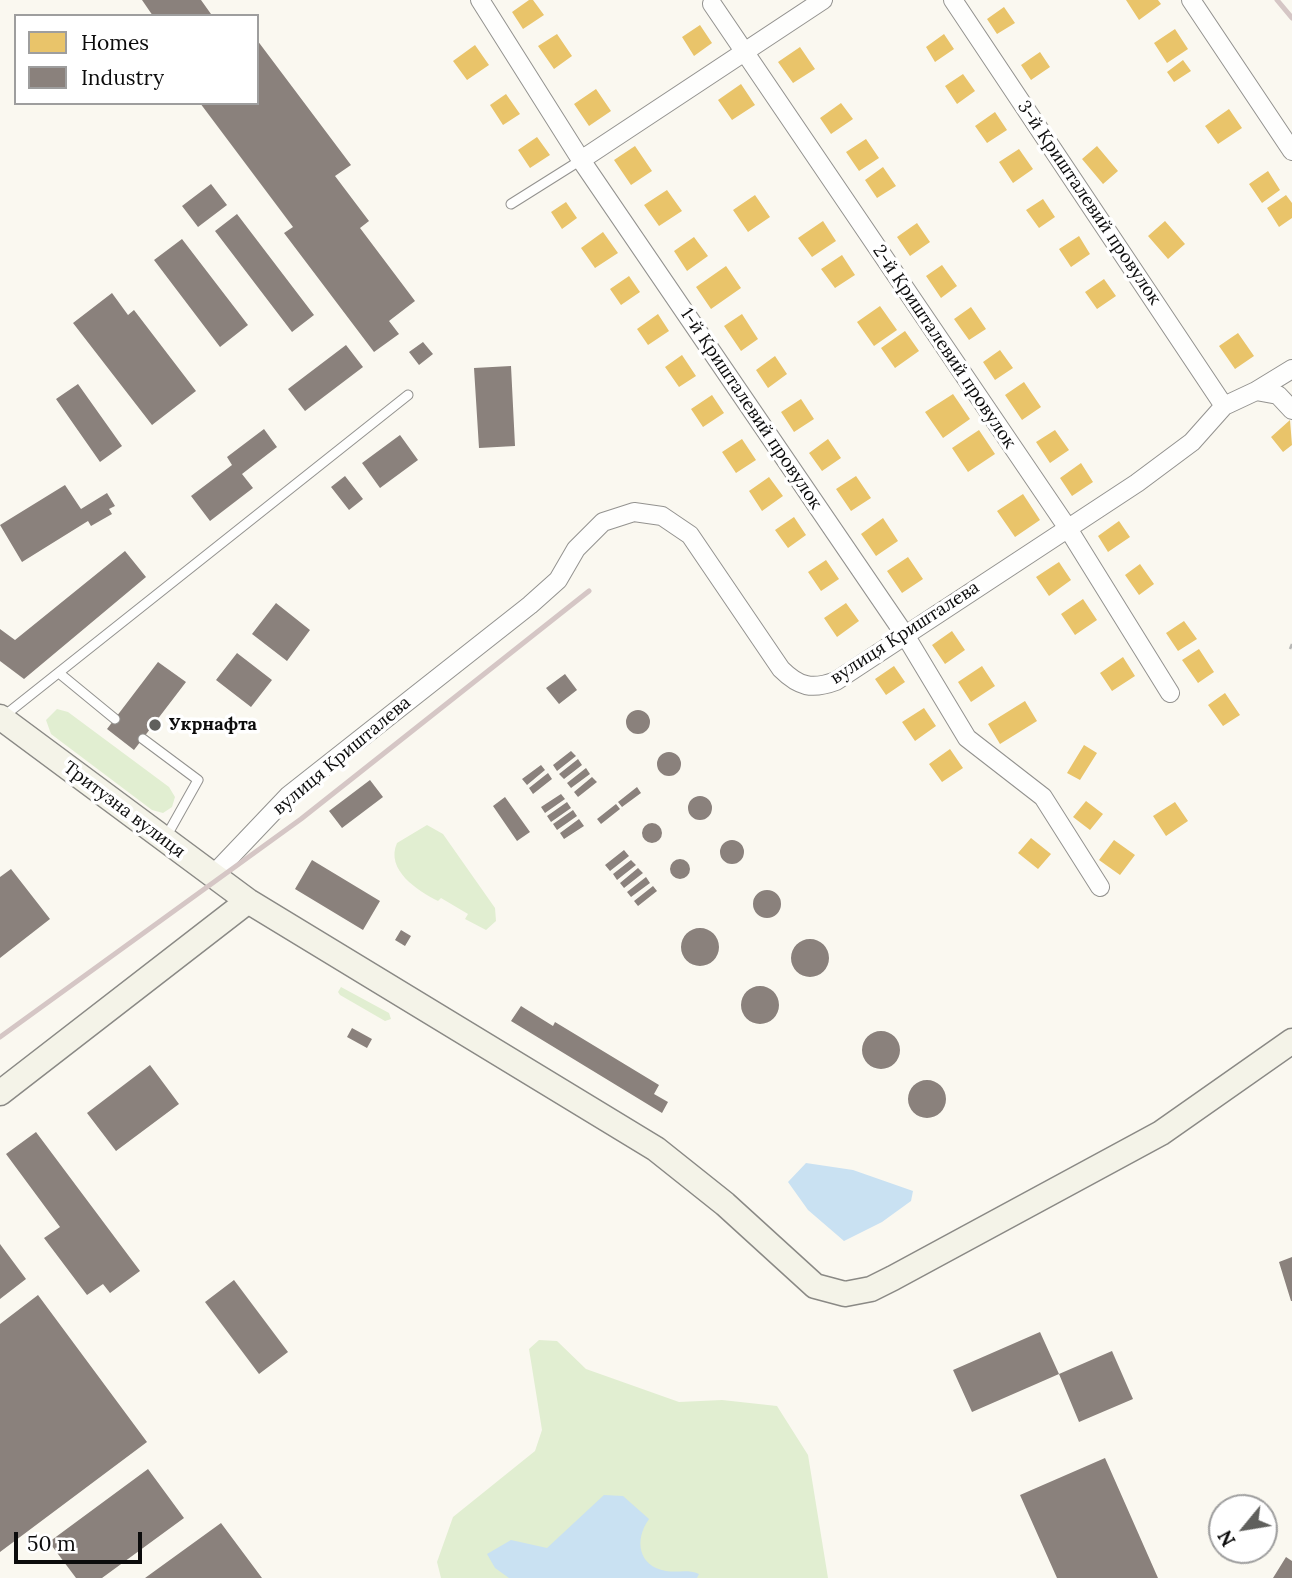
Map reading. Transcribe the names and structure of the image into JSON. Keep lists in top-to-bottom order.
{
  "streets": {
    "street": [
      "3-й Кришталевий провулок",
      "2-й Кришталевий провулок",
      "1-й Кришталевий провулок",
      "вулиця Кришталева",
      "Тритузна вулиця"
    ]
  },
  "crossings": [
    ["3-й Кришталевий провулок", "вулиця Кришталева"],
    ["2-й Кришталевий провулок", "вулиця Кришталева"],
    ["1-й Кришталевий провулок", "вулиця Кришталева"],
    ["вулиця Кришталева", "Тритузна вулиця"]
  ],
  "places": ["Укрнафта"],
  "legend": ["Homes", "Industry"],
  "scale_bar": "50 m",
  "north": "bottom left"
}
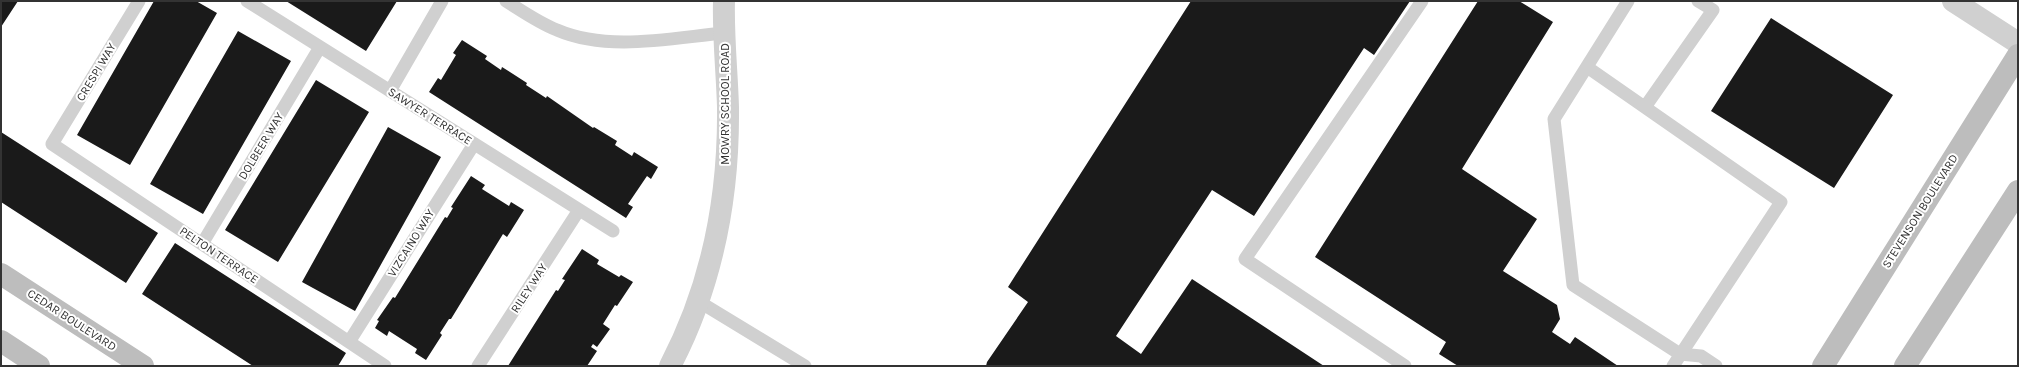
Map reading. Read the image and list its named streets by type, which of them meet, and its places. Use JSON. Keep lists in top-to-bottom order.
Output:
{
  "streets": {
    "main road": ["STEVENSON BOULEVARD", "CEDAR BOULEVARD"],
    "street": ["MOWRY SCHOOL ROAD"],
    "lane": [
      "CRESPI WAY",
      "SAWYER TERRACE",
      "DOLBEER WAY",
      "VIZCAINO WAY",
      "PELTON TERRACE",
      "RILEY WAY"
    ]
  },
  "crossings": [
    ["CRESPI WAY", "PELTON TERRACE"],
    ["SAWYER TERRACE", "DOLBEER WAY"],
    ["SAWYER TERRACE", "VIZCAINO WAY"],
    ["SAWYER TERRACE", "RILEY WAY"],
    ["DOLBEER WAY", "PELTON TERRACE"],
    ["VIZCAINO WAY", "PELTON TERRACE"]
  ]
}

================================

▶ Work instruction: Give the listing again exactly, but omit each image.

▶ Problem solution:
Map reading. Transcribe the names and structure of the image into JSON. Keep lists in top-to-bottom order.
{
  "streets": {
    "street": [
      "3-й Кришталевий провулок",
      "2-й Кришталевий провулок",
      "1-й Кришталевий провулок",
      "вулиця Кришталева",
      "Тритузна вулиця"
    ]
  },
  "crossings": [
    ["3-й Кришталевий провулок", "вулиця Кришталева"],
    ["2-й Кришталевий провулок", "вулиця Кришталева"],
    ["1-й Кришталевий провулок", "вулиця Кришталева"],
    ["вулиця Кришталева", "Тритузна вулиця"]
  ],
  "places": ["Укрнафта"],
  "legend": ["Homes", "Industry"],
  "scale_bar": "50 m",
  "north": "bottom left"
}
Map reading. Read the image and list its named streets by type, which of them meet, and its places. Use JSON. Keep lists in top-to-bottom order.
Output:
{
  "streets": {
    "main road": ["STEVENSON BOULEVARD", "CEDAR BOULEVARD"],
    "street": ["MOWRY SCHOOL ROAD"],
    "lane": [
      "CRESPI WAY",
      "SAWYER TERRACE",
      "DOLBEER WAY",
      "VIZCAINO WAY",
      "PELTON TERRACE",
      "RILEY WAY"
    ]
  },
  "crossings": [
    ["CRESPI WAY", "PELTON TERRACE"],
    ["SAWYER TERRACE", "DOLBEER WAY"],
    ["SAWYER TERRACE", "VIZCAINO WAY"],
    ["SAWYER TERRACE", "RILEY WAY"],
    ["DOLBEER WAY", "PELTON TERRACE"],
    ["VIZCAINO WAY", "PELTON TERRACE"]
  ]
}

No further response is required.